↓ Содержание ↓
↑ Свернуть ↑
|
Чего она ожидала, прыгнув с Леви в беснующуюся реку? Думала, что все будет легко и просто? Верила, что им кто-то поможет? Провидение, Стены или сама прародительница Имир?.. Нелепость. Если они и приходили кому-то на выручку, то точно не им. Не ей.
Ханджи сидит на стуле перед чужой постелью. Она не спит уже третьи сутки. Нет, не так: она не позволяет себе спать: если сон и берет ее измором, то всего на несколько минут. Она не спит и с маниакальной внимательностью несет свою вахту: всматривается в перевязанное бинтами лицо, ловит каждый звук, отсчитывает каждый удар пульса.
Ей не впервые выпадает такой жребий, но ей впервые так больно.
Леви не просыпается уже третьи сутки. Временами он хрипит, словно силится что-то сказать, временами — ворочается и едва слышно стонет. Ханджи боится представлять, какой силы лихорадка бьет его и какие демоны терзают. Если бы только она могла хоть немного облегчить его страдания, если бы она только… В итоге все, что она может — это менять бинты, смачивать компресс и поить сильнейшего бойца человечества с ложечки, уповая на то, что из схватки с контузией тот выйдет победителем.
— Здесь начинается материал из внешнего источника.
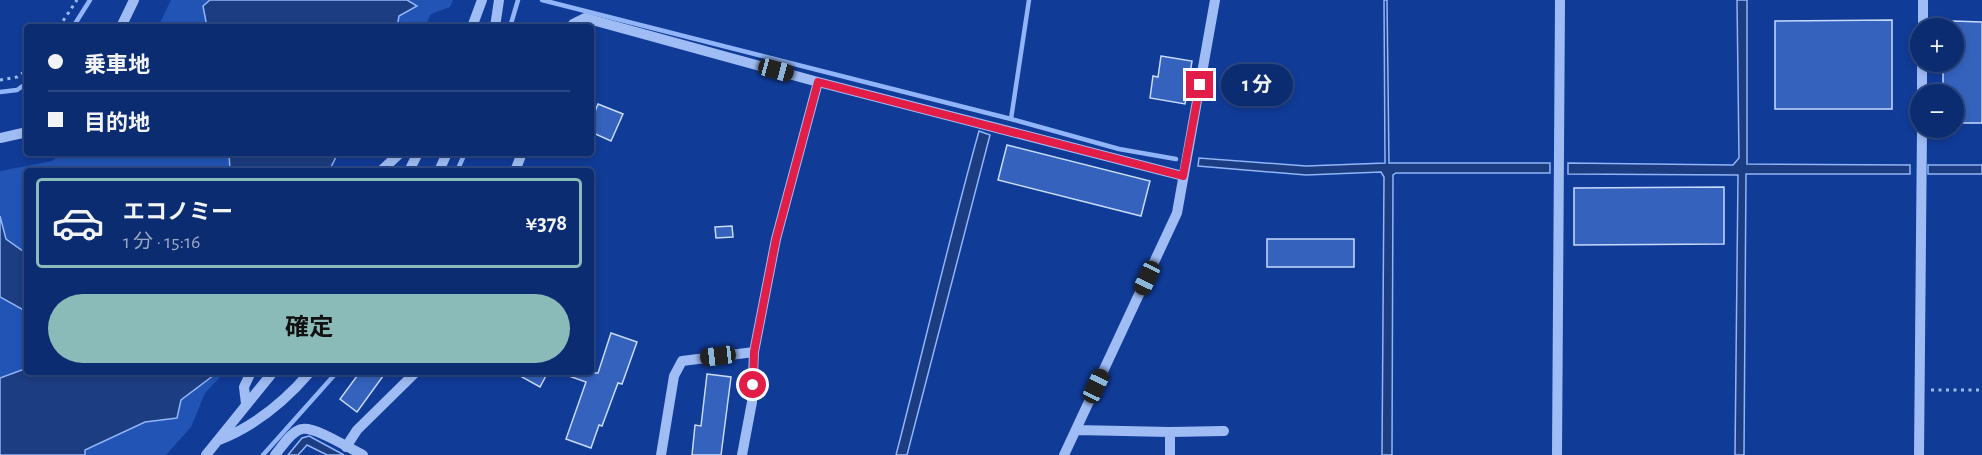 <!DOCTYPE html>
<html lang="ja">
<meta charset="utf-8">
<style>
:root{--surface:#0c2c71;--page:#153476;--text:#f1f3f6;--muted:#9aa7c3;--line:#2c4884;--accent:#8bbbb9}
body{margin:0;font-family:"Alegreya Sans","Noto Sans JP",sans-serif;background:var(--page);color:var(--text);height:100vh;display:flex;flex-direction:column;font-size:22px;white-space:nowrap}
*{box-sizing:border-box;margin:0}
p{font-size:20px;color:var(--muted)}
.icon{flex:none;width:33px;height:33px;fill:none;stroke:currentColor;stroke-width:2;stroke-linecap:round;stroke-linejoin:round}
.map{position:relative;flex:1;overflow:hidden}
.sheet{position:absolute;left:24px;top:168px;width:570px;height:207px;display:flex;flex-direction:column;background:var(--surface);border-radius:6px;box-shadow:0 3px 9px #0003,0 0 0 2px var(--line)}
.sheet>*{flex:none}
.guide{position:absolute;left:24px;top:24px;width:570px;height:132px;border-radius:6px;box-shadow:0 3px 9px #0003,0 0 0 2px var(--line);display:grid;align-content:center;height:132px;padding:0 24px;background:var(--surface)}
.tools{position:absolute;left:1910px;top:18px;display:grid;gap:12px}
.tools a{display:grid;place-items:center;width:54px;height:54px;border-radius:50%;background:var(--surface);box-shadow:0 3px 9px #0003,0 0 0 2px var(--line);font-size:30px}
.end{position:absolute;width:27px;height:27px;margin:-14px;border:8px solid #e11d48;background:#fff;box-shadow:0 0 0 3px #fff}
.from{border-radius:50%}
.bubble{position:absolute;height:42px;border-radius:21px;background:var(--surface);box-shadow:0 3px 9px #0003,0 0 0 2px var(--line);font-size:20px;font-weight:700;line-height:42px;text-align:center}
.car{position:absolute;width:18px;height:36px;margin:-18px -9px;border-radius:8px;box-shadow:0 0 4px 2px #0007;background:linear-gradient(#222 24%,#8ab4d8 0 40%,#222 0 76%,#8ab4d8 0 86%,#222 0)}
.guide b{display:flex;align-items:center;gap:21px;height:57px;font-size:22px}
.guide b+b{border-top:2px solid var(--line)}
.guide i{width:15px;height:15px;background:var(--text)}
ul{padding:10px 0 0;list-style:none}
li{display:flex;align-items:center;gap:18px;height:90px;margin:0 12px 9px;padding:0 12px;border:3px solid transparent;border-radius:6px}
li div{flex:1}
li b{display:block;font-size:22px}
li em{font-style:normal;font-weight:700}
li.selected{border-color:var(--accent)}
li>.icon{width:54px;height:54px;stroke-width:1.5}
.button{display:flex;gap:12px;margin-top:auto;padding:12px 24px}
.button a{flex:1;height:69px;border-radius:36px;background:var(--accent);color:#111;font-size:24px;font-weight:700;line-height:69px;text-align:center}
.map>svg:first-child{display:block}
.green{fill:#2254b6}
.water{fill:#1d3d82;stroke:#91b5f8;stroke-width:1.5}
.lines{fill:none;stroke-linecap:round;stroke-linejoin:round}
.stream{stroke:#91b5f8;stroke-width:4.5}
.building{fill:#3462bd;stroke:#c8dafe;stroke-width:1.5}
.path{stroke:#9fbcf4;stroke-width:3;stroke-dasharray:3 4.5;stroke-linecap:butt}
.minor{stroke:#9fbcf4;stroke-width:10}
.route{stroke:#e11d48;stroke-width:8}
</style>
<div class="map">
<svg width="1982" height="455" viewBox="0 0 1982 455">
<rect width="100%" height="100%" fill="#103b97"/>
<path class="green" d="M171 0H334L326 27H158Z
M377 0H453L450 7 431 14 425 27H370Z
M63 153H279L272 171H27V372L0 420V171L52 161Z
M197 372H225L205 393 191 427 166 455H46Z"/>
<path class="water" d="M210 0H407L417 6 399 16 397 27H207L203 6Z
M1384 0H1387L1389 163H1550V173H1396L1393 175 1392 455H1382L1384 177 1381 172 1306 175 1198 166 1199 158 1306 166 1385 163Z
M1737 0H1747V164L1910 165V174H1746L1744 455H1735L1738 175 1568 174V163L1733 165 1739 158Z
M979 131 990 135 907 455H896C924 347 949 239 979 131Z
M229 153H338L329 171H230Z
M1928 165H1982V174H1928Z
M0 216 6 239 27 254V312L0 297Z
M27 368V372H218L181 400 177 418 145 422 85 450V455H0V378Z
M309 436 344 455H327L307 445 298 455H288L302 438Z"/>
<g class="lines">
<path class="stream" d="M542 0 1011 119 1119 149 1176 159
M73 27 90 0
M510 27 518 0
M0 92 17 90 27 83
M1011 119 1029 0
M457 171 465 153
M263 455 337 372"/>
</g>
<path class="building" d="M1892 20V109H1775V21Z
M1953 21 1982 22V123H1953V94H1943V62H1953Z
M1161 56 1192 61 1185 104 1150 98 1153 76 1158 77Z
M598 104 623 114 611 141 591 132V121Z
M1007 145 1150 181 1141 216 998 180Z
M1724 187V244L1574 245V188Z
M732 226 733 237 716 238 715 227Z
M1267 239H1354V267H1267Z
M611 333 637 342 622 384 618 383 602 426 599 425 591 448 566 439 586 382 563 374V372L598 373Z
M360 372H386L357 412 340 399Z
M513 372H548L540 387Z
M707 374 731 377 721 455H692L695 425 701 426Z"/>
<g class="lines">
<path class="path" d="M59 27 77 0
M0 80 17 77 27 70
M1931 390H1982"/>
<path class="minor" d="M121 27 134 0
M472 27 482 0
M495 27 499 0
M572 27 573 24 585 18 818 82 1183 176
M1923 28V0
M1922 94V62
M0 138 27 132
M381 171 400 153
M409 171 418 153
M439 171 447 153
M515 171 522 153
M246 404 244 387 251 372
M1076 430 1170 432V455
M1170 432 1224 431
M219 440C255 426 286 400 310 372
M346 447 357 430 416 372
M206 455 273 372
M275 455C282 447 291 431 302 429 315 426 350 449 363 455
M661 455 674 376 682 361 754 352
M742 455 752 402 754 352 776 239 818 82
M1064 455 1177 213 1215 0
M1557 455 1560 0
M1919 455 1922 128"/>
</g>
<g class="lines">
<path class="route" d="M753 385 754 352 776 239 818 82 1183 176 1200 85"/>
</g>
</svg>
<div class="tools">
<a>+</a>
<a>−</a>
</div>
<i class="end from" style="left:753px;top:385px"></i>
<i class="end" style="left:1200px;top:85px"></i>
<div class="bubble" style="left:1221px;top:64px;width:72px">1 分</div>
<i class="car" style="left:776px;top:70px;rotate:105deg"></i>
<i class="car" style="left:1147px;top:278px;rotate:205deg"></i>
<i class="car" style="left:718px;top:356px;rotate:263deg"></i>
<i class="car" style="left:1096px;top:386px;rotate:25deg"></i>
<div class="guide">
<b><i class="from"></i>乗車地</b>
<b><i></i>目的地</b>
</div>
<section class="sheet">
<ul>
<li class="selected"><svg class="icon" aria-label="car" viewBox="0 0 24 24"><path d="M5 17H2v-5l4-1 3-4h7l3 4 3 1v5h-3M9 17h6M6 11h13"/><circle cx="7" cy="17" r="2"/><circle cx="17" cy="17" r="2"/></svg><div><b>エコノミー</b><p>1 分 · 15:16</p></div><em>¥378</em></li>
</ul>
<div class="button"><a>確定</a></div>
</section>
</div>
Ханджи не может отделаться от ощущения, что по углам комнаты сидят стервятники. Поджидают добычу. Предвкушают пир. Ханджи пугает, что она ждет вместе с ними.
Леви трясет от холода. Кто-то трясет Леви в пространстве. Он иступленно пытается нащупать ногами твердую почву, но все напрасно. Перед глазами все бело, словно он попал внутрь снежной воронки. Не проходит и секунды, как Леви понимает, что это песок.
Все уходит, и Леви остается сидеть за столом. Песочная буря шумит где-то за окном. Перед ним стоит свеча и, положив руки на столешницу, спит Эрвин. Леви тянется к нему: нужно разбудить или самому отнести Эрвина в спальню. Спать на столе — не дело. Однако что-то подсказывает Леви, что для второго у него попросту не хватит сил.
— Что случилось? — Эрвин просыпается сам. Поднимает голову и странно смотрит на него.
— Ничего. Иди в кровать, идиот, — шепчет Леви.
— Я думал, что свадьба завтра.
— Что?
— Наша свадьба.
— Что ты несешь? — Леви озадачен. В это же мгновение его взгляд натыкается на большое, во всю стену, зеркало позади Эрвина, и он видит незнакомца: молодой человек с черной вуалеткой на голове и ярко накрашенными красной помадой губами. Одет он в черный фрак с бабочкой. Леви недоумевает, с какой стати он так выряжен. Сраженный этим непониманием, он резко вскакивает со стула, продолжая волком смотреть на свое отражение.
— Что такое, Леви?
— Почему я так выгляжу? — это первое, что ему необходимо выяснить. Леви нервно облизывает губы и чувствует языком маслянистый привкус помады.
— У нас свадьба. Ты забыл?
— Какая свадьба? Ты сошел с ума, Эрвин? — Леви приходится прилагать усилия, чтобы не перейти на повышенный тон. Ему кажется, что Эрвин в упор не слышит его.
— Ты же сам предложил обвенчаться, разве не так? — Эрвин протягивает через стол руку и осторожно берет его запястье, гладит кончиком указательного пальца костяшку, как будто утешает. Леви впервые в жизни не отвергает такого рода прикосновение. Сколько раз на его памяти Эрвин пытался вот так дотронуться до него… и сколько раз Леви пресекал это? — Ты бледный.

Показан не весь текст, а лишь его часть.